La cruauté du domaine est qu’il punit aussi les explications partielles. Une équipe peut identifier une source de latence évidente et ne pas trouver le véritable coupable car la chaîne est cumulative. Une décision d'agencement de la mémoire élargit le profil d'absence de cache. Cela élargit la fenêtre de file d'attente. Cela modifie le comportement du système en cas de trafic en rafale. Cela change l'ordre dans lequel le comportement des branches "rares" apparaît. Puis quelqu'un entre dans l'autopsie et dit que le problème était le « bruit du réseau », qui est un code technique signifiant « nous n'avons pas encore fini de dire la vérité ».
Rust entre dans cette conversation avec une force légitime, car la sécurité de la mémoire est importante, l'exactitude de la concurrence est importante et le code système mérite de meilleures valeurs par défaut que "s'il vous plaît, soyez prudent lorsque vous jonglez avec des couteaux au-dessus d'une fosse". Cette partie est vraie. Mais HFT ne récompense pas la vérité de manière isolée. Il récompense la vérité combinée. La sécurité est importante, oui. Il en va de même pour les gestionnaires de flux matures, les limites ABI stables, les outils de relecture, les itérations basées sur les profils, la culture d'intégration d'échange mature et la capacité d'inspecter exactement ce que fait la machine lorsque le marché n'est pas favorable. C++ arrive toujours avec davantage de cette infrastructure environnante dans la plupart des environnements HFT.
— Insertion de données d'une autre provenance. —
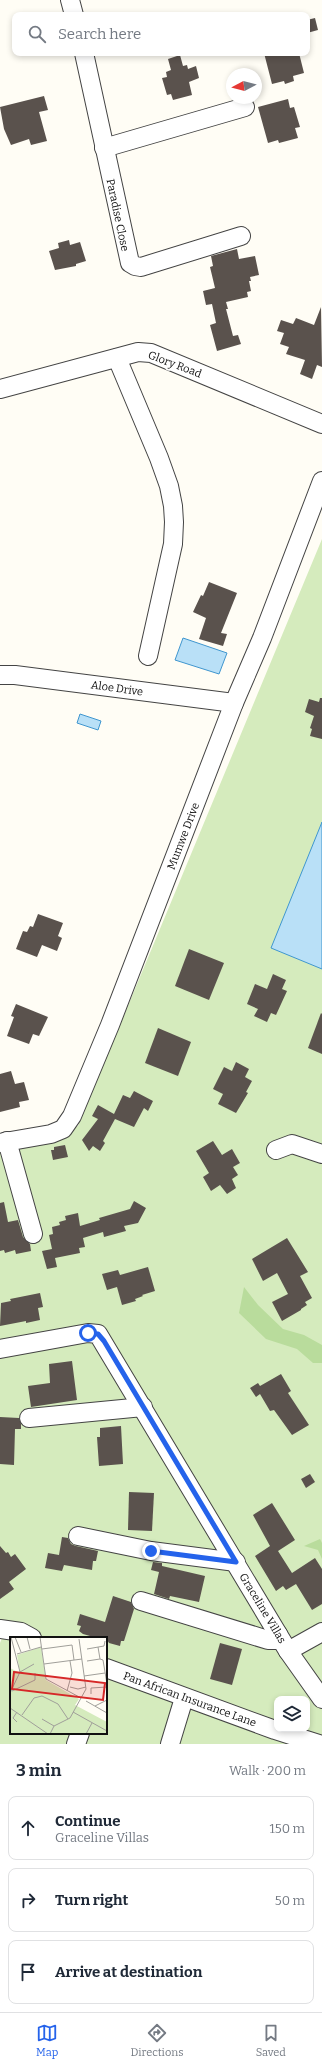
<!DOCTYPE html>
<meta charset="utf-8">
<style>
:root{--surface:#fff;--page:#f2f2f3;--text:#1f2937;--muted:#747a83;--line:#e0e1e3;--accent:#2563eb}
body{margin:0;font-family:Bitter,serif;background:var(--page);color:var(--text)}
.controls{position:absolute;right:12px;bottom:12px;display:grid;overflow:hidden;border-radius:8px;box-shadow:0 2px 6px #0003}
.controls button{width:36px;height:36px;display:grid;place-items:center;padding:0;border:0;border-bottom:1px solid var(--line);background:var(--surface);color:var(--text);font:20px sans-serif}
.compass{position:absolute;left:226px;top:68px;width:36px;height:36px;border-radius:50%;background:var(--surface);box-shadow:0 2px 6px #0003;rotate:263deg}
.stop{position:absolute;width:12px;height:12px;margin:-9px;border:3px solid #2563eb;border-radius:50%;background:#fff}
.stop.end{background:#2563eb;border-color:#fff;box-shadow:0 1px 4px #0008}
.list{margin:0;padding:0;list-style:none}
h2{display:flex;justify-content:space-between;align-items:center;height:52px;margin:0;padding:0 16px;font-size:17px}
h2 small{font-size:13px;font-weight:400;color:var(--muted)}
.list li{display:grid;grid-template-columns:26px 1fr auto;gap:12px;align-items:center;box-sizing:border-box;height:64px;margin:0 8px 8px;padding:0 8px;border:1px solid var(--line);border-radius:8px}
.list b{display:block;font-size:15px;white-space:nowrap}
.list p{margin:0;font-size:13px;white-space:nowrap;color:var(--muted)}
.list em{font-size:13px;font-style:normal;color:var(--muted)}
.icon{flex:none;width:22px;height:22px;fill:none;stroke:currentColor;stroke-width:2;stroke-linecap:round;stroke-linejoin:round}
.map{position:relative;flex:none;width:322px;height:1744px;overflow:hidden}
.search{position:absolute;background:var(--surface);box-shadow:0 2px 6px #0003;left:12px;right:12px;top:12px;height:44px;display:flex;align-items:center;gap:10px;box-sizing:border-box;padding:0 14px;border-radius:8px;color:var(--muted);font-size:15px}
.sheet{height:268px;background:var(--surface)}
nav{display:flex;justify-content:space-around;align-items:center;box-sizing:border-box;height:56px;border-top:1px solid var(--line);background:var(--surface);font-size:11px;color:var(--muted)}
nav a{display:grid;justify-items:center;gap:2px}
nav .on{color:var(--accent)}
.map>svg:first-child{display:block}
</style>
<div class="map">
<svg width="322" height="1744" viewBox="0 0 322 1744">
<rect width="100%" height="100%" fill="#fffdf5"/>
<path fill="#d5ebbd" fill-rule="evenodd" d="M322 539V1744H0V1643L8 1622 0 1624V1149L78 1126ZM11 1638H106V1733H11ZM277 1699H307V1729H277Z"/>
<g fill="#b9dc9c">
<polygon points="244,1287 258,1305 283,1329 304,1335 322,1345 322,1363 313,1363 297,1349 266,1339 239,1313"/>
<polygon points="320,1539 322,1543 322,1559 318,1550 304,1546"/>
</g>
<g fill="#b9e0f7" stroke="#3f96cf">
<polygon points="183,638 227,653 219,674 175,660"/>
<polygon points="80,714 101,721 98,730 77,723"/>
<polygon points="322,822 322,969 271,948"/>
</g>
<g fill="#5a524d">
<polygon points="315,18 318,30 307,33 307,20"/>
<polygon points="264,53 299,53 304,73 293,76 294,81 285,84 284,81 272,84"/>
<polygon points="180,55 183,66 187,65 188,69 196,66 199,78 189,82 192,95 173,100 171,94 167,95 162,78 167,77 166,72 171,70 168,59"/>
<polygon points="44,96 48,110 39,112 47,141 31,145 29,139 11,145 4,129 0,107"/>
<polygon points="288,99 290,108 294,107 300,127 295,128 298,138 279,143 278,140 268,143 258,107"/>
<polygon points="69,240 70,245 80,242 86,261 76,264 76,266 55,270 49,251 59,248 58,243"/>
<polygon points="237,249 239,259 255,256 259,275 250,277 251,281 249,281 251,291 247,292 248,297 226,302 228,309 226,309 233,336 238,335 241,344 217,351 210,325 216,323 212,304 206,305 203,291 215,288 210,267 213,266 211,256"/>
<polygon points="321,307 322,367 317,365 312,379 300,374 305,360 286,354 289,347 280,344 284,333 277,331 281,320 293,324 296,318 314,325"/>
<polygon points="209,582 237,593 221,633 227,634 223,646 199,639 206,618 193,612 201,595 203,596"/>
<polygon points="320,698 322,698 322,739 310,736 312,729 310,728 314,716 305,712 309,699 319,702"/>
<polygon points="38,914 63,923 58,936 62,938 57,951 42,945 37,957 16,949 23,931 27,932 30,926 33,927"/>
<polygon points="189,949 224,963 209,1000 175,986"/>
<polygon points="273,974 286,980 282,989 287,991 276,1015 271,1013 267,1022 254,1016 258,1009 247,1004 255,984 267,989"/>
<polygon points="16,1004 48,1017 39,1036 33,1034 29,1044 7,1036 14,1017 11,1016"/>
<polygon points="321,1013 322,1014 322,1054 308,1048"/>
<polygon points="158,1028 191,1042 178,1076 145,1063"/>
<polygon points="236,1062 249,1069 245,1077 252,1081 246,1092 248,1093 236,1113 218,1104 223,1094 213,1089 224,1067 232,1071"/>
<polygon points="11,1071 15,1084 24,1082 29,1100 19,1102 20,1107 0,1112 0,1074"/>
<polygon points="134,1091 153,1101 148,1111 144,1108 134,1127 115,1119 103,1141 105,1143 100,1151 93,1146 89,1151 82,1140 98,1119 92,1116 98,1105 114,1114 123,1095 130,1098"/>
<polygon points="213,1141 222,1155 232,1149 240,1163 233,1167 238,1175 232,1179 236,1188 227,1194 220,1185 211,1191 203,1177 209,1173 196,1151"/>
<polygon points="65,1145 68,1157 53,1160 51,1150 54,1150 54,1147"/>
<polygon points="134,1201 146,1208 138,1223 124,1226 126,1231 104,1237 103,1232 83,1238 85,1247 79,1248 80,1253 55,1258 57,1267 47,1269 42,1251 52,1249 49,1235 53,1234 52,1227 60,1225 59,1222 66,1220 65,1216 78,1213 80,1226 100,1220 99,1218 130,1209"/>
<polygon points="4,1202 8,1222 18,1220 23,1237 30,1244 31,1251 16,1254 15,1250 5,1253 4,1250 0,1251 0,1203"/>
<polygon points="287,1238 308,1272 300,1276 312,1298 305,1302 307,1305 301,1309 301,1310 282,1321 272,1302 288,1294 277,1273 263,1281 252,1259"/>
<polygon points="148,1267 155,1291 142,1295 143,1296 135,1299 136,1301 122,1305 117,1287 107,1290 102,1274 118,1270 120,1275"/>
<polygon points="40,1293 43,1307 38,1308 40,1320 26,1323 26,1321 0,1326 1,1303 11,1301 10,1299"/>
<polygon points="72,1361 77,1400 31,1407 28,1386 50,1383 49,1364"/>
<polygon points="281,1374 291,1391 288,1393 309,1425 292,1435 274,1410 270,1411 260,1394 256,1397 250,1388 258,1383 260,1386"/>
<polygon points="0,1417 19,1418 21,1424 21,1429 15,1429 14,1465 0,1464"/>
<polygon points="121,1426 123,1464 99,1466 97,1437 100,1437 100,1428"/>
<polygon points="310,1474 315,1482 306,1488 301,1479"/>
<polygon points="129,1492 154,1493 152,1531 128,1530"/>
<polygon points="272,1503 295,1540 278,1551 292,1573 315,1558 322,1569 322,1604 312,1610 296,1584 286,1590 283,1586 276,1591 255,1556 270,1546 253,1515"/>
<polygon points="62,1537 68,1538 71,1544 76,1546 98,1551 96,1561 93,1561 92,1570 64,1565 62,1571 45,1568 48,1553 59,1555"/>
<polygon points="0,1546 6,1553 8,1552 11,1557 15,1554 26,1569 9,1582 14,1589 0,1599"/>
<polygon points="153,1562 162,1563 162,1566 205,1576 199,1602 170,1596 169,1599 154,1594 159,1572 151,1570"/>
<polygon points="113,1596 131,1602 134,1609 124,1641 121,1641 120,1646 109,1643 106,1638 97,1638 83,1634 79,1631 81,1626 77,1625 80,1614 105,1622"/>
<polygon points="220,1643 242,1649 232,1685 210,1679"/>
</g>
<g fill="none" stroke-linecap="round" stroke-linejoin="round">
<g stroke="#444" stroke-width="20">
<g id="minor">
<polyline points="70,0 74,15"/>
<polyline points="84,53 130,263 135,266 141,267 241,236"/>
<polyline points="104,148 245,107"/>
<polyline points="117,358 159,458 169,486 173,506 174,522 173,544 148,656"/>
<polyline points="0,389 138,352 151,353 322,424"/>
<polyline points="0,675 15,675 234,703"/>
<polyline points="7,1141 33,1234"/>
<polyline points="0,1143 51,1134 63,1129 72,1116 110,1025 234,703 262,638 322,481"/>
<polyline points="276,1150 292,1144 322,1154"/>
<polyline points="0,1349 88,1333 98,1334 288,1651 322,1699"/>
<polyline points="29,1418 143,1407"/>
<polyline points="78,1536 151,1551 236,1562"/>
<polyline points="141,1601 268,1640 276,1640 278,1634"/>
<polyline points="0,1629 21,1632 32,1638"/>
<polyline points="288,1651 322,1632"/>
<polyline points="106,1668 275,1730 319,1744"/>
<polyline points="76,1744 80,1733"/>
<polyline points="170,1744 184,1698"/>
</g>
</g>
<use href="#minor" stroke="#fff" stroke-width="18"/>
</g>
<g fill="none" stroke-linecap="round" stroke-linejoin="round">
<polyline stroke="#2563eb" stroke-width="5" points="88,1333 98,1334 104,1341 236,1562 151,1551"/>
</g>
<g text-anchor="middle" stroke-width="4" stroke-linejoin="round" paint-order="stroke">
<g font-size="11" fill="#111" stroke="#fff">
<text transform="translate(118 215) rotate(78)" y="4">Paradise Close</text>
<text transform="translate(175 364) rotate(21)" y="4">Glory Road</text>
<text transform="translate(117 688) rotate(8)" y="4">Aloe Drive</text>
<text transform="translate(183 836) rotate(-69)" y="4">Mumwe Drive</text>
<text transform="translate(263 1608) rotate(59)" y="4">Graceline Villas</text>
<text transform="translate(190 1699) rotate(20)" y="4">Pan African Insurance Lane</text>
</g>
</g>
<g transform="translate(10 1637)">
<rect width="97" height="97" fill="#fffdf5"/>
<path d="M31 10 36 43 69 62 65 68 97 85V97H0V31L10 36 7 18Z" fill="#d5ebbd"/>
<path fill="none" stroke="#a09f9a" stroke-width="1" d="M5 0 11 15M17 0 20 12M30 0 36 42 71 61M50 0H79M88 10 90 22M32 12 62 8 64 23M77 12 94 9 95 4M7 17 31 10M90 22 93 23 97 47M77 24 90 22M34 27 72 22M10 35 24 27M74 39 95 36M60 50 68 52 76 50M2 54 25 43V36M57 54 62 36 60 24M0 56 10 35 1 0M81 57V51L97 50M76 64 97 76M85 69 97 63M0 71 38 97M63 75 97 94M12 78 24 61 32 59 48 67 58 82M32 82 44 89M7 85 3 81 7 75M40 97 44 89 60 81 76 52 69 2M76 97 82 86"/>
<path fill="#d62828" fill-opacity="0.15" stroke="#d62828" stroke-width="2" d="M4 35 95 46 93 63 2 52Z"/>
<rect width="97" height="97" fill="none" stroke="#111" stroke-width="2"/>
</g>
</svg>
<div class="controls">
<button><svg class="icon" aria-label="layers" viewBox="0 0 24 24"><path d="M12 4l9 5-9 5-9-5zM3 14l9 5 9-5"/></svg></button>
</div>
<svg class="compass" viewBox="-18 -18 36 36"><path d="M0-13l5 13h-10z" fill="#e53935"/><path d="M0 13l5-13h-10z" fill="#747a83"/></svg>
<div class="stop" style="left:88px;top:1333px"></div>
<div class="stop end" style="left:151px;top:1551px"></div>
<div class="search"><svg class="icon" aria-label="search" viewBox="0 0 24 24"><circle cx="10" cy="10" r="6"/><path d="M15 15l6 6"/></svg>Search here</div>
</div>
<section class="sheet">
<h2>3 min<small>Walk · 200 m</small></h2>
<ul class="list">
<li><svg class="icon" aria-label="ahead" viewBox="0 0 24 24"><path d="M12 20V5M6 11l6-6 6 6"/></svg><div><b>Continue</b><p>Graceline Villas</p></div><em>150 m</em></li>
<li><svg class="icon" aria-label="right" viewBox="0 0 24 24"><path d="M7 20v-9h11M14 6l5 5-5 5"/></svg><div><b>Turn right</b></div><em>50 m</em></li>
<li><svg class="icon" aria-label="arrive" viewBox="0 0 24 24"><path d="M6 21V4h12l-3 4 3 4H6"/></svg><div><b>Arrive at destination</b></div></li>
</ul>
</section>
<nav>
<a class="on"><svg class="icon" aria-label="map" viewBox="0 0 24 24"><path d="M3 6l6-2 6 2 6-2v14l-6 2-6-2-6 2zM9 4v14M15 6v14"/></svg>Map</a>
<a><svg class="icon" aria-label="directions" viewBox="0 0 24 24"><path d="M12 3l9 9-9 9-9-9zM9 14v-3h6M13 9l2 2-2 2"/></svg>Directions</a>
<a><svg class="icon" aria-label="saved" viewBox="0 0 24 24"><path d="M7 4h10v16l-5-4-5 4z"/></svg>Saved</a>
</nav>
C’est l’une des raisons pour lesquelles les acheteurs et les responsables de l’ingénierie devraient résister aux discours sur la pureté. Un langage peut être excellent dans une dimension étroite et néanmoins être la mauvaise valeur par défaut pour la partie la plus sensible au timing d'une pile si l'écosystème environnant, les outils et l'expérience de l'équipe ne prennent pas en charge le chemin de livraison réel. HFT est l'endroit où les belles vérités locales vont pour apprendre que l'ensemble du chemin compte encore plus. La pile ne se soucie pas du fait qu'une affirmation soit moralement élégante si le système résultant est opérationnellement incohérent.
C’est aussi là que l’écologie de l’équipe compte plus que ce que les gens admettent. Une équipe coopérative dotée d’un système de relecture discipliné, d’un vocabulaire de latence partagé et de bonnes habitudes de profilage ennuyeuses surpassera généralement une équipe plus à la mode qui ne cesse de confondre goût et preuve. HFT récompense une forte culture technique de manière plus fiable qu’elle ne récompense l’énergie migratoire à la mode.
La pile n'est pas une chose, donc le choix de la langue ne doit pas prétendre le contraire
L'une des erreurs les plus stupides dans le travail sérieux sur les systèmes est de parler de « la pile HFT » comme s'il s'agissait d'un organisme technique unique avec un langage préféré. Il échoue à ce test. Il s’agit d’un ensemble de voies comportant des pressions et des coûts d’échec très différents.
Le chemin d’ingestion des données de marché a un seul tempérament. Le chemin de mise à jour du carnet de commandes en a un autre. La logique stratégique peut être numériquement dense mais structurellement étroite. Les contrôles de risque sont souvent sensibles à la latence, mais également à l'exactitude, d'une manière ennuyeuse, adulte et juridiquement conséquente. L’infrastructure de simulation et de relecture peut privilégier le déterminisme et l’introspection plutôt que la vanité brute des nanosecondes. Les outils du plan de contrôle, les aides au déploiement et les surfaces d'opérateur se soucient bien plus de la fiabilité, de la maintenabilité et de l'hygiène de l'intégration que de gagner cinq microsecondes sur un chemin qu'aucun client ne verra jamais.
Il existe également des différences humaines et opérationnelles entre ces couches. Certains parcours sont modifiés quotidiennement par une équipe plus large. Certains sont rarement touchés et uniquement sous surveillance. Certains composants nécessitent une traçabilité agressive car la conformité ou l’audit finira par poser des questions difficiles. Certains n’ont besoin que de performances limitées et d’une excellente relecture. En traitant cela comme une seule décision, les organisations finissent par sur-moderniser les composants calmes ou par sous-gouverner les composants dangereux.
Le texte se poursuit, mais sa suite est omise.